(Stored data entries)
++++

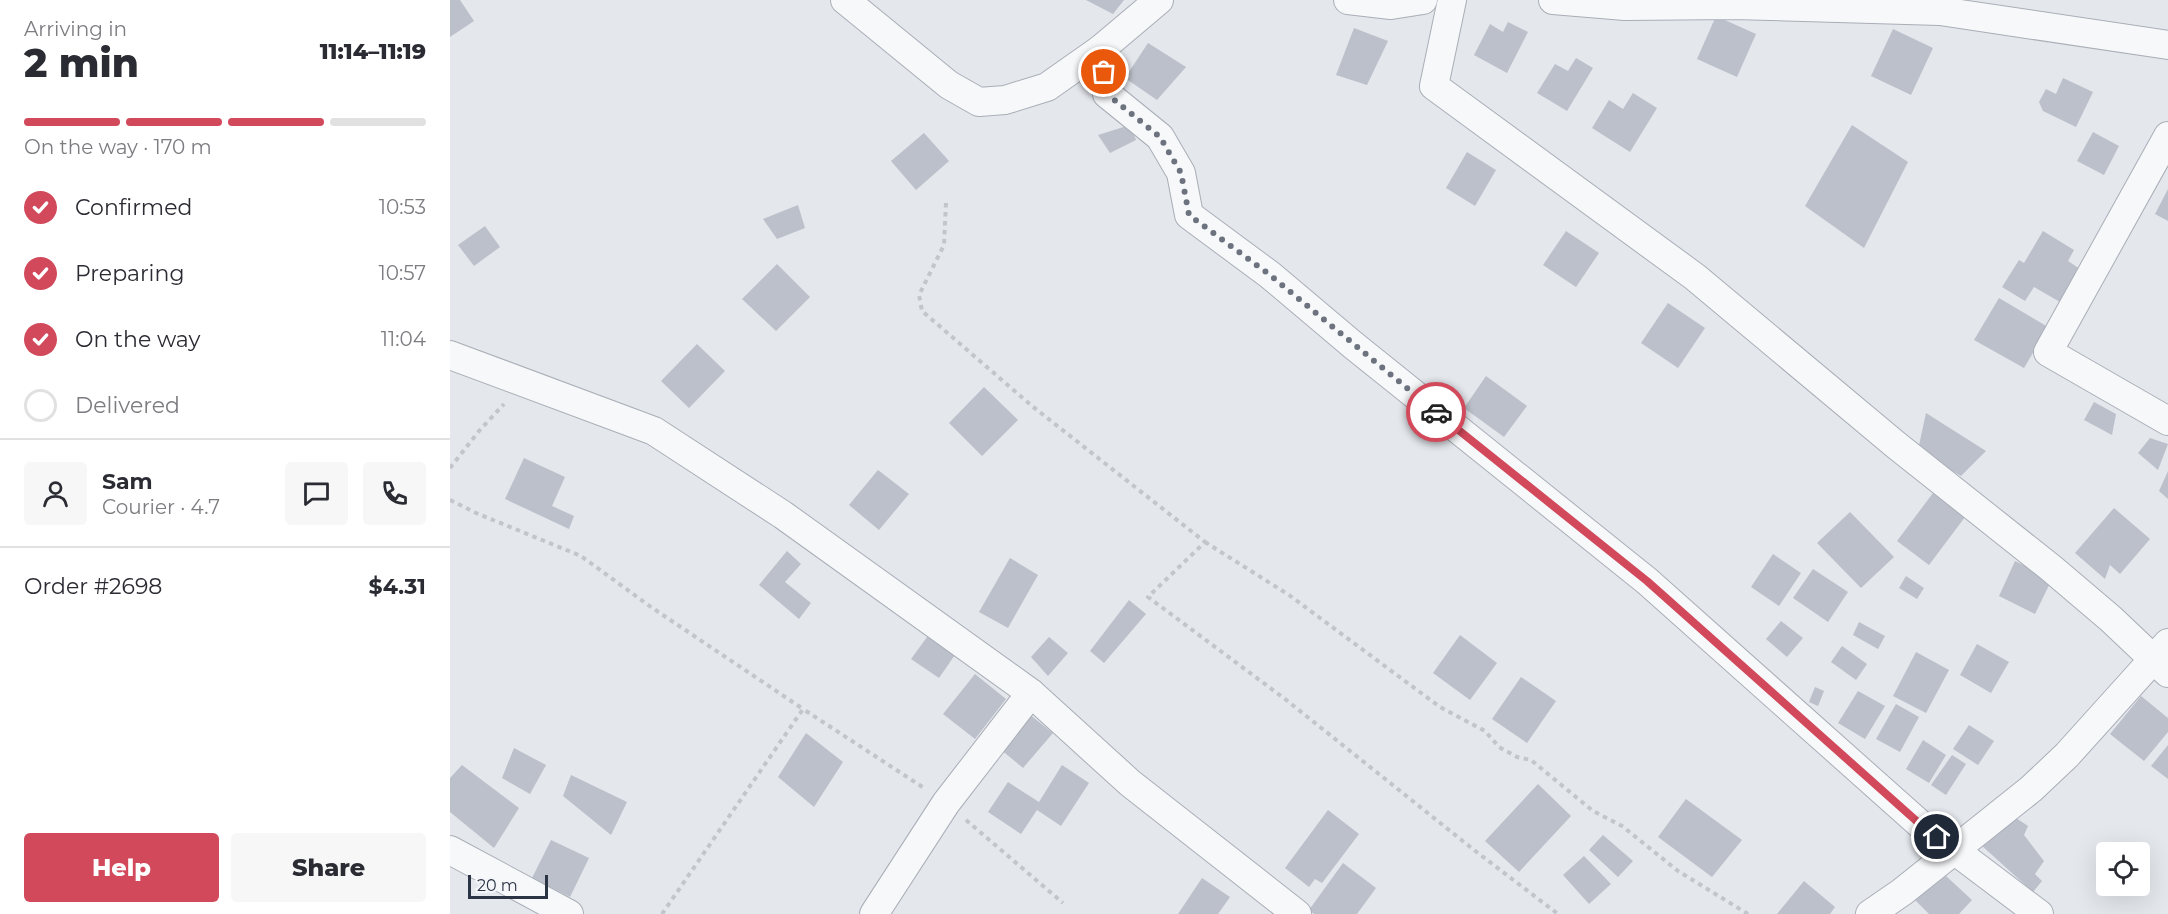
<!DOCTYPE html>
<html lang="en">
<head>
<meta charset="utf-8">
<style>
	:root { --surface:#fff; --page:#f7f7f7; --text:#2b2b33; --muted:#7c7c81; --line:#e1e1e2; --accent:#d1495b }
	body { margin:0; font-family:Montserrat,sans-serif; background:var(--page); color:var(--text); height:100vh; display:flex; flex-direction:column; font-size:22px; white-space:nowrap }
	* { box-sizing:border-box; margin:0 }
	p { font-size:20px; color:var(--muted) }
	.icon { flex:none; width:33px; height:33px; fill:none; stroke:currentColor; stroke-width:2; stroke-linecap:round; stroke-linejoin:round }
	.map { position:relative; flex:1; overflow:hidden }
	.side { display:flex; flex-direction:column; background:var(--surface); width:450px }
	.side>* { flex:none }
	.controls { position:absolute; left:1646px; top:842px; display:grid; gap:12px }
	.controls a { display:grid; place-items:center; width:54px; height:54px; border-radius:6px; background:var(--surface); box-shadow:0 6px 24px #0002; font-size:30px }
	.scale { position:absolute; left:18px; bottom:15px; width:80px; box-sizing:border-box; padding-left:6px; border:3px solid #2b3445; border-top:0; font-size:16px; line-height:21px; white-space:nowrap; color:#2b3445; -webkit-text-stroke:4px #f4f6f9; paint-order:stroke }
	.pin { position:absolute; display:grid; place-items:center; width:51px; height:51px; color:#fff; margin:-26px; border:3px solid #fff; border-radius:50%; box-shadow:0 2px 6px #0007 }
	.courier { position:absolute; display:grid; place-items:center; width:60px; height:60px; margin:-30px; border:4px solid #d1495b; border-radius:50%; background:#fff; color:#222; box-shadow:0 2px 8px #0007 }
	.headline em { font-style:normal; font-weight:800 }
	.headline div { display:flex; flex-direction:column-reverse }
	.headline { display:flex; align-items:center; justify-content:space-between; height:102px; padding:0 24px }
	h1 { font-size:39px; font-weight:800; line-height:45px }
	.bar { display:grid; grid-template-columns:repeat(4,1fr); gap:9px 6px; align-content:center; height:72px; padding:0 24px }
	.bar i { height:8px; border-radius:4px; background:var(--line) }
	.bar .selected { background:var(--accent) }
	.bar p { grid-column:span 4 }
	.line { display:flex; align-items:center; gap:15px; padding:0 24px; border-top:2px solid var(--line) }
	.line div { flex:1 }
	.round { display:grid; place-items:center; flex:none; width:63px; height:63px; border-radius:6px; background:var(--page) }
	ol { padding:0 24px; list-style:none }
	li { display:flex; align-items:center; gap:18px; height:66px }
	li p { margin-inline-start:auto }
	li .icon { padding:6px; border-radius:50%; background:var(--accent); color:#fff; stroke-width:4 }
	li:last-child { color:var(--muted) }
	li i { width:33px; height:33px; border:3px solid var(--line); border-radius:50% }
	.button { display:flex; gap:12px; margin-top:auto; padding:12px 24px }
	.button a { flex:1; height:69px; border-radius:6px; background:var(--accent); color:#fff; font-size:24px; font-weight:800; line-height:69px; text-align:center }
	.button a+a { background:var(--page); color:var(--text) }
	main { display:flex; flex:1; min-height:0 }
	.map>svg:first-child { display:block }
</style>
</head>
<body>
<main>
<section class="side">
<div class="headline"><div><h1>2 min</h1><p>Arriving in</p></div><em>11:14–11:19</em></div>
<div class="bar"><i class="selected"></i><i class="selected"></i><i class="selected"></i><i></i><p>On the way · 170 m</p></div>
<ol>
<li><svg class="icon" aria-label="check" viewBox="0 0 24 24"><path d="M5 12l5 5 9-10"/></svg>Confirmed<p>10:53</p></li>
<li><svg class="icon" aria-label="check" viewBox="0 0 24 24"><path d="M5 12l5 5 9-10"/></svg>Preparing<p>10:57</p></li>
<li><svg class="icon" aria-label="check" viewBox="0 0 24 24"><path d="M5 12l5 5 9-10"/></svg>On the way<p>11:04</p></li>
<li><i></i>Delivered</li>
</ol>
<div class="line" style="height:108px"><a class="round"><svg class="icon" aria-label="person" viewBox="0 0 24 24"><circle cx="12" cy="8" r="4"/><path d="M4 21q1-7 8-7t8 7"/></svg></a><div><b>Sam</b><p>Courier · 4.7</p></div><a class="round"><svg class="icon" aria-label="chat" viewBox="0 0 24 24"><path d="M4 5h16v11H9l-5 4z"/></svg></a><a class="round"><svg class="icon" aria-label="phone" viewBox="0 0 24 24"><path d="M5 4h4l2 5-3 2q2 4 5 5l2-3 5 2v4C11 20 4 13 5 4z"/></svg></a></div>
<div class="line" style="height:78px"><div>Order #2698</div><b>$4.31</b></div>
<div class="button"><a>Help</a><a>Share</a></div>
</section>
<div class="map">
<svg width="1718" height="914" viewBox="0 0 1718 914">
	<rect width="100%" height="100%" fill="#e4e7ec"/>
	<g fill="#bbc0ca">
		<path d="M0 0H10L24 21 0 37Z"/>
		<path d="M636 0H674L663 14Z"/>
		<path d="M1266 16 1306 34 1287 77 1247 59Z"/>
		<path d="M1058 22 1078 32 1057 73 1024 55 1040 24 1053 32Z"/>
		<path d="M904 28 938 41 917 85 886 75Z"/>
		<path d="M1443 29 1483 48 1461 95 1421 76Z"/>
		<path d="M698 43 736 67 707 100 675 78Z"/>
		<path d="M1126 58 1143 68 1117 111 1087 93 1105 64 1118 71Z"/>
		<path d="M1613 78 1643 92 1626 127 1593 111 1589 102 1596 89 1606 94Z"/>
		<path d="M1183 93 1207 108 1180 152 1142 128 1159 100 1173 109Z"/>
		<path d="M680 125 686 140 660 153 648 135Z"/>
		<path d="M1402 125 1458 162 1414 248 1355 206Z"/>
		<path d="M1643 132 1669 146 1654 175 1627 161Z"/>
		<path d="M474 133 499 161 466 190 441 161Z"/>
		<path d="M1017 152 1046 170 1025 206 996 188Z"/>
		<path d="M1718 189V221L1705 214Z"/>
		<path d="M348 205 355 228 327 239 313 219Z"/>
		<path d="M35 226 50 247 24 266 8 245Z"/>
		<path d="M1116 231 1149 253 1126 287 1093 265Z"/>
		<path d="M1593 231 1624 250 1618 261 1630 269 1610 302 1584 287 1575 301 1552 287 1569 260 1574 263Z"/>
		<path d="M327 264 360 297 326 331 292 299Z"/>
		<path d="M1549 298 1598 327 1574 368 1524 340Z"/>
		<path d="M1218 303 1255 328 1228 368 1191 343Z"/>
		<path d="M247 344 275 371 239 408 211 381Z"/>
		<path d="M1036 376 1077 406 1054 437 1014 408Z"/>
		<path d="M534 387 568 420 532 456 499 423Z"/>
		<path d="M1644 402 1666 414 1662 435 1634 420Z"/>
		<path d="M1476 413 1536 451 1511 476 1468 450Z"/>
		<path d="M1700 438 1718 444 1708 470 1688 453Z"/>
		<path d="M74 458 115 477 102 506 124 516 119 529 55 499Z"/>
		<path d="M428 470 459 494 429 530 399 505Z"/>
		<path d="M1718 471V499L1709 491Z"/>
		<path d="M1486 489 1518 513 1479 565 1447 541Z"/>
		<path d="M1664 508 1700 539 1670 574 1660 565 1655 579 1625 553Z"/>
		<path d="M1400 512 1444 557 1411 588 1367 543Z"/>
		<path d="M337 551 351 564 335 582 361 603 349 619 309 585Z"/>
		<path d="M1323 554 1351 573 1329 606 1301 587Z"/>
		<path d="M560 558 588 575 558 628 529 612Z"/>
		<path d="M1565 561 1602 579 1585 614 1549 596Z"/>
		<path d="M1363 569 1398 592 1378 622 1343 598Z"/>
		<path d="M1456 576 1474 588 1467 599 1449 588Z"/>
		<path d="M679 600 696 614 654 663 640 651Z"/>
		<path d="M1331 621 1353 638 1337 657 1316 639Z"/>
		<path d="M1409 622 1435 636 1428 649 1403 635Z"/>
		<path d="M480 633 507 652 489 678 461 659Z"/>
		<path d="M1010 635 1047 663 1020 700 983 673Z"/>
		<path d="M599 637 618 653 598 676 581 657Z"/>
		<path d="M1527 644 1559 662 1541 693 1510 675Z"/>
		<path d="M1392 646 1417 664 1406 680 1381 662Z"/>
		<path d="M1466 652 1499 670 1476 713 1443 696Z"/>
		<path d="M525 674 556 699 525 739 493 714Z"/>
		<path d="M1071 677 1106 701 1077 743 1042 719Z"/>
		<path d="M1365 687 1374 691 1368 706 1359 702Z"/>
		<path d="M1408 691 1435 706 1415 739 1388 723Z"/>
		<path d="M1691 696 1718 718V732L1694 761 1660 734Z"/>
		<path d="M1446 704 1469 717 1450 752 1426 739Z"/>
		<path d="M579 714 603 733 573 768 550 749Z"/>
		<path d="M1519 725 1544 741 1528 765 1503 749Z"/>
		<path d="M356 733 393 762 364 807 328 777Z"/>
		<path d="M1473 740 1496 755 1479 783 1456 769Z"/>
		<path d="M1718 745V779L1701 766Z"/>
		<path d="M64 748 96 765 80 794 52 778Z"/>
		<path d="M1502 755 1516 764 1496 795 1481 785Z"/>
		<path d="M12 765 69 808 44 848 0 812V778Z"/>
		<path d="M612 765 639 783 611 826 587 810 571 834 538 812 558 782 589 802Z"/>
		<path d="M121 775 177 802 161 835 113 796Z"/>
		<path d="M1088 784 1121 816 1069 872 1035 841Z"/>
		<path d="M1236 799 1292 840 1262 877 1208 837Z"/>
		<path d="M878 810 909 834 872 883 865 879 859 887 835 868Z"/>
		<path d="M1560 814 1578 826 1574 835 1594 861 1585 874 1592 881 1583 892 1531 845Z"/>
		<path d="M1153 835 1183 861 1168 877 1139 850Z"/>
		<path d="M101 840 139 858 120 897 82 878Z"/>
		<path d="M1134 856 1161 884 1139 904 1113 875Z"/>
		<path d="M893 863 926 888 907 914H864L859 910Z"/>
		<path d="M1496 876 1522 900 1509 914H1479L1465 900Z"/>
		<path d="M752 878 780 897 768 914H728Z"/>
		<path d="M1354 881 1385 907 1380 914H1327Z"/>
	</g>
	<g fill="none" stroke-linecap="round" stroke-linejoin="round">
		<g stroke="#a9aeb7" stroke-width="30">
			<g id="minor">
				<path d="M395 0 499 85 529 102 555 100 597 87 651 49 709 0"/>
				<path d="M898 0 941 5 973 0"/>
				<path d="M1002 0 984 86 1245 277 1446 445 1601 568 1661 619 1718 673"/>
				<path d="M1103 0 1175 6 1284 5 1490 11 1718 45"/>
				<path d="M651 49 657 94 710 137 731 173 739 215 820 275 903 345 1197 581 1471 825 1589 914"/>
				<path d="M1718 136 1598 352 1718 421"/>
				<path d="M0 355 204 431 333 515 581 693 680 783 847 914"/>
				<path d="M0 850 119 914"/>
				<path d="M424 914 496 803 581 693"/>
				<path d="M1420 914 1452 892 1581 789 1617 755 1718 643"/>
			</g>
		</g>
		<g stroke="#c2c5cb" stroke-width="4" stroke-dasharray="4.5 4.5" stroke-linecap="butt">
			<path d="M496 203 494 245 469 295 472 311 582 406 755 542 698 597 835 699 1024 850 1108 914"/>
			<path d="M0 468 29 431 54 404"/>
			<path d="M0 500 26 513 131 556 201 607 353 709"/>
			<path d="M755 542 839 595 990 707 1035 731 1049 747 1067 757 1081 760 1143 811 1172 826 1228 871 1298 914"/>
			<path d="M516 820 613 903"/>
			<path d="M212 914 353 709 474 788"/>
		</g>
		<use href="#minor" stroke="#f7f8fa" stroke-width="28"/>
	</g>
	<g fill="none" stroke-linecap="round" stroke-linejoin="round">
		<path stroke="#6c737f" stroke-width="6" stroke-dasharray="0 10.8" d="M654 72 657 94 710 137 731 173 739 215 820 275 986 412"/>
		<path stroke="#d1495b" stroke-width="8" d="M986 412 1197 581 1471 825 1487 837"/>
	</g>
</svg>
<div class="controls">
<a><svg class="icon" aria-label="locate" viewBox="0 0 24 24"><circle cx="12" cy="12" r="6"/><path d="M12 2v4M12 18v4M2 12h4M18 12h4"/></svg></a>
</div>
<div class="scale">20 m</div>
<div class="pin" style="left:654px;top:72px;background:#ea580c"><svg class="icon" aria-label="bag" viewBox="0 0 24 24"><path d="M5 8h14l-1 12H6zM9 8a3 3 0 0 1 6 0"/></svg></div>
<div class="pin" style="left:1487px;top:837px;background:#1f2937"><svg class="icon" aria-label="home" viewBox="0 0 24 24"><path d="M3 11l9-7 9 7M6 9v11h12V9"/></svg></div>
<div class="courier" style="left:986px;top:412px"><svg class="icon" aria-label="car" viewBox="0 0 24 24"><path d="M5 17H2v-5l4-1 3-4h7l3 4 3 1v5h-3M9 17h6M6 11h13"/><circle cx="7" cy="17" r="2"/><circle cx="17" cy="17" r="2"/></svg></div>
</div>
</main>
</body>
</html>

++++

__Activity__: Your task is to find each line in the entries that contains the string "sizing" and copy it.

__Result of this exercise__:
	* { box-sizing:border-box; margin:0 }
	.scale { position:absolute; left:18px; bottom:15px; width:80px; box-sizing:border-box; padding-left:6px; border:3px solid #2b3445; border-top:0; font-size:16px; line-height:21px; white-space:nowrap; color:#2b3445; -webkit-text-stroke:4px #f4f6f9; paint-order:stroke }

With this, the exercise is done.